Il n’est pas encore acquis que Tidjane Thiam soit la bonne personne pour assurer le développement de Credit Suisse ces prochaines années, mais personne ne pense à ce stade que le risque d’erreur de casting soit particulier, culturel ou lié à des questions de nationalité. Cet événement vient surtout rappeler que les équipes de management des entreprises suisses, les grandes en particulier, sont les plus internationalisées du monde. Les dirigeants suisses d’entreprises cotées sur le Swiss Exchange ne sont-ils pas minoritaires? Rien de plus normal au fond dans la mesure où l’industrie et les services développés et gérés depuis la Suisse sont très surproportionnés par rapport au bassin de population. Trouver sur place des dirigeants à la hauteur n’est pas aisé. A considérer les performances globales, on peut dire que cette contrainte pénalisante au départ a simplement été transformée en avantage.

Il a beaucoup été question ces derniers mois d’un probable retournement de tendance à la suite de l’article constitutionnel contre l’immigration de masse adopté il y a un peu plus d’un an en vote populaire (9 février). Les ressources humaines basées en Suisse vont-elles devenir moins internationales, les équipes moins multiculturelles? Au-delà du climat politique actuel, encore très perturbé par l’émotion, il y a fort peu de chances que ce mauvais scénario se réalise: à l’époque des quotas d’immigration (jusqu’en 2005), les plafonds n’étaient jamais atteints. Ils fonctionnaient comme des sauvegardes.
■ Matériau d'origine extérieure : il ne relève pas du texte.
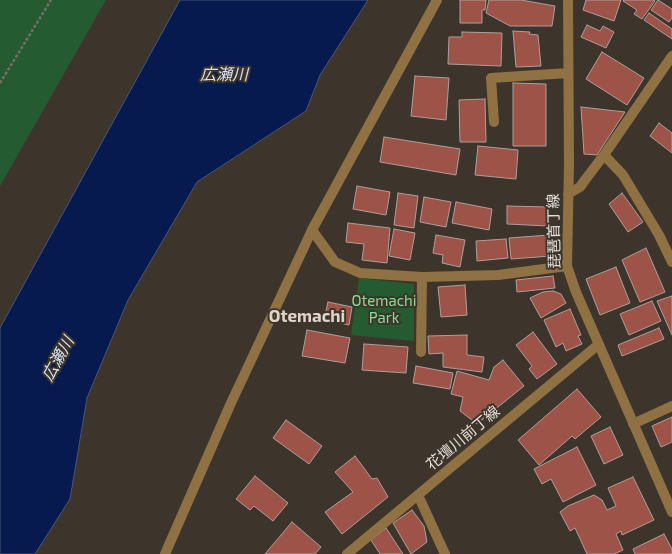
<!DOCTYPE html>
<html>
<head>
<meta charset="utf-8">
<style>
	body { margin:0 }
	canvas { display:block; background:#3d352b }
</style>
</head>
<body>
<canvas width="672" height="554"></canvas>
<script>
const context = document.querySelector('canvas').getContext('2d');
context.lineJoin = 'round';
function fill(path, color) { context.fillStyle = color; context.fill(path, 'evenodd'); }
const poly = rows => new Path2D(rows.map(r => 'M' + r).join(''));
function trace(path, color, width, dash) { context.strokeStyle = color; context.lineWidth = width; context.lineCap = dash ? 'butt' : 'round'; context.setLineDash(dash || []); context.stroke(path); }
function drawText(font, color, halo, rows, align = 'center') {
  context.font = font + ' "Exo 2","Noto Sans JP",sans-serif'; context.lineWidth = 4; context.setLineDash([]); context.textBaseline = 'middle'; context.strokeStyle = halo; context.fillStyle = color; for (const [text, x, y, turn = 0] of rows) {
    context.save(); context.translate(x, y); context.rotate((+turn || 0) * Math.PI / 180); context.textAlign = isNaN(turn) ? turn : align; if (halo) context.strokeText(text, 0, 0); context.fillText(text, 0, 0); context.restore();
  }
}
fill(poly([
	[0,0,106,0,0,186],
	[359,278,414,284,414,341,351,335]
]), '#255b31');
const water = poly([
	[180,0,368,0,320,75,306,111,197,182,128,300,87,398,70,499,35,554,0,554,0,328,180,0]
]);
fill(water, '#071a4f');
trace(water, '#495578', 1);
const building = poly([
	[460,0,486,0,485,10,482,10,482,23,460,23,460,0],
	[489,0,521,0,555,6,552,26,510,26,486,13,489,0],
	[586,0,621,0,614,21,583,10,586,0],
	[624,0,654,0,655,1,642,19,634,14,637,10,623,1,624,0],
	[658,0,672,9,672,18,669,22,651,10,658,0],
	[649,13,672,29,672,39,644,20,649,13],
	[587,25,600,31,603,26,614,32,606,48,581,37,587,25],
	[513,31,530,32,529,34,538,35,541,66,516,67,513,31],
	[462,32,502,33,501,66,448,64,449,37,462,37,462,32],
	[602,52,644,78,627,105,586,79,602,52],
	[415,76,449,78,446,120,411,116,415,76],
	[513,83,546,84,546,146,513,146,513,83],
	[485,99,486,142,460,142,459,100,485,99],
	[581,107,625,112,597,155,584,154,581,107],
	[659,123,672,133,672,153,650,136,659,123],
	[384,137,460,149,456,175,380,162,384,137],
	[478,146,518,150,516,179,475,175,478,146],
	[357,186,390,192,386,215,353,209,357,186],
	[398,193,418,196,414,228,394,225,398,193],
	[622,193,643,222,628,232,609,204,622,193],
	[424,197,451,202,446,227,420,222,424,197],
	[456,202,492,209,489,230,452,223,456,202],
	[507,206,548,207,548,226,507,224,507,206],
	[348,223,390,228,387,263,362,260,364,244,346,242,348,223],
	[394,229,415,233,410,260,389,256,394,229],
	[436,235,465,240,460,267,442,263,443,255,433,253,436,235],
	[549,235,551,256,511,259,509,238,549,235],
	[506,239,508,258,477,261,476,241,506,239],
	[646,248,665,292,640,302,622,260,646,248],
	[616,267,630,303,600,315,586,279,616,267],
	[553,276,555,288,517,292,516,280,553,276],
	[465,285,467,315,441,317,438,287,465,285],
	[553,291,561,294,566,303,541,318,530,298,543,292,553,291],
	[672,296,672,335,657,301,672,296],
	[652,301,661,321,629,335,620,314,652,301],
	[328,302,352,307,349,325,331,321,326,311,328,302],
	[570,309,581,335,578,336,582,344,566,351,563,343,556,347,544,320,570,309],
	[659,328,664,339,622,356,618,345,659,328],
	[307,330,350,338,345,363,302,356,307,330],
	[533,332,557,364,537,379,529,369,532,366,516,345,533,332],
	[467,335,467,355,484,357,482,372,443,367,443,353,429,354,428,336,467,335],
	[364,344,408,347,406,373,362,370,364,344],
	[503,360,524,386,477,424,460,411,463,397,451,394,457,371,489,380,494,367,503,360],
	[416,366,453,373,450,389,413,383,416,366],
	[577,389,601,417,575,439,572,436,539,465,518,440,577,389],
	[672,417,672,442,661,447,652,426,672,417],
	[286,420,322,446,309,464,273,438,286,420],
	[610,427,623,455,604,464,591,436,610,427],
	[577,447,596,485,563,502,551,479,542,484,534,469,577,447],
	[355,456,372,479,377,478,388,497,342,534,325,512,353,492,335,472,355,456],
	[255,476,288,503,273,521,254,506,250,510,236,499,255,476],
	[633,477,654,520,622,535,621,531,616,534,623,550,614,554,587,554,575,528,570,531,560,512,568,506,594,495,602,500,607,510,616,506,608,488,633,477],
	[412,510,424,526,427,542,411,554,393,523,412,510],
	[292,522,321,547,315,554,265,554,292,522],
	[386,528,403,554,380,554,371,540,386,528],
	[664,534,672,549,672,554,635,554,633,549,664,534]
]);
fill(building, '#9e5349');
trace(building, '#ae9e9b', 1);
trace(poly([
	[0,83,51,0]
]), '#777067', 2.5, [3, 2]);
trace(poly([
	[568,0,569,164,567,266,576,292,672,512],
	[494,122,491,78,568,73],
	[604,155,623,175,659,235,672,262],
	[568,194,580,187,585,180,604,155,672,56],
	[312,230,335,262,360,273,422,277,498,275,567,266],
	[421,352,422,277],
	[633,424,672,406],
	[418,495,445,554],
	[165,554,231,403,312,230,437,0],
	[347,554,599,344]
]), '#8f7144', 10);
drawText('15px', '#e3ded8', '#3d352b', [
	["琵琶首丁線",554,231,-91],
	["花壇川前丁線",463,438,-40]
]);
drawText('15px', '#85dd95', '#3d352b', [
	["Otemachi",384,301],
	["Park",384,318]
]);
drawText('italic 16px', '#d7e0f2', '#3d352b', [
	["広瀬川",224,75],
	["広瀬川",58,359,-61]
]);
drawText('bold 17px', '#e0d5c9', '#3d352b', [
	["Otemachi",307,316]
]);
</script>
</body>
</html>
Formalités mises à part (et ce n’est pas une fatalité), l’économie pouvait recruter librement ses cadres en Europe et dans le monde. Commencé dans les années 1980 (Helmut Maucher à la tête de Nestlé en 1990), le processus d’internationalisation n’a pas été ralenti. Et pendant les dix ans de libre circulation des personnes avec l’Union européenne, à peine 20% de l’immigration concernait les entreprises.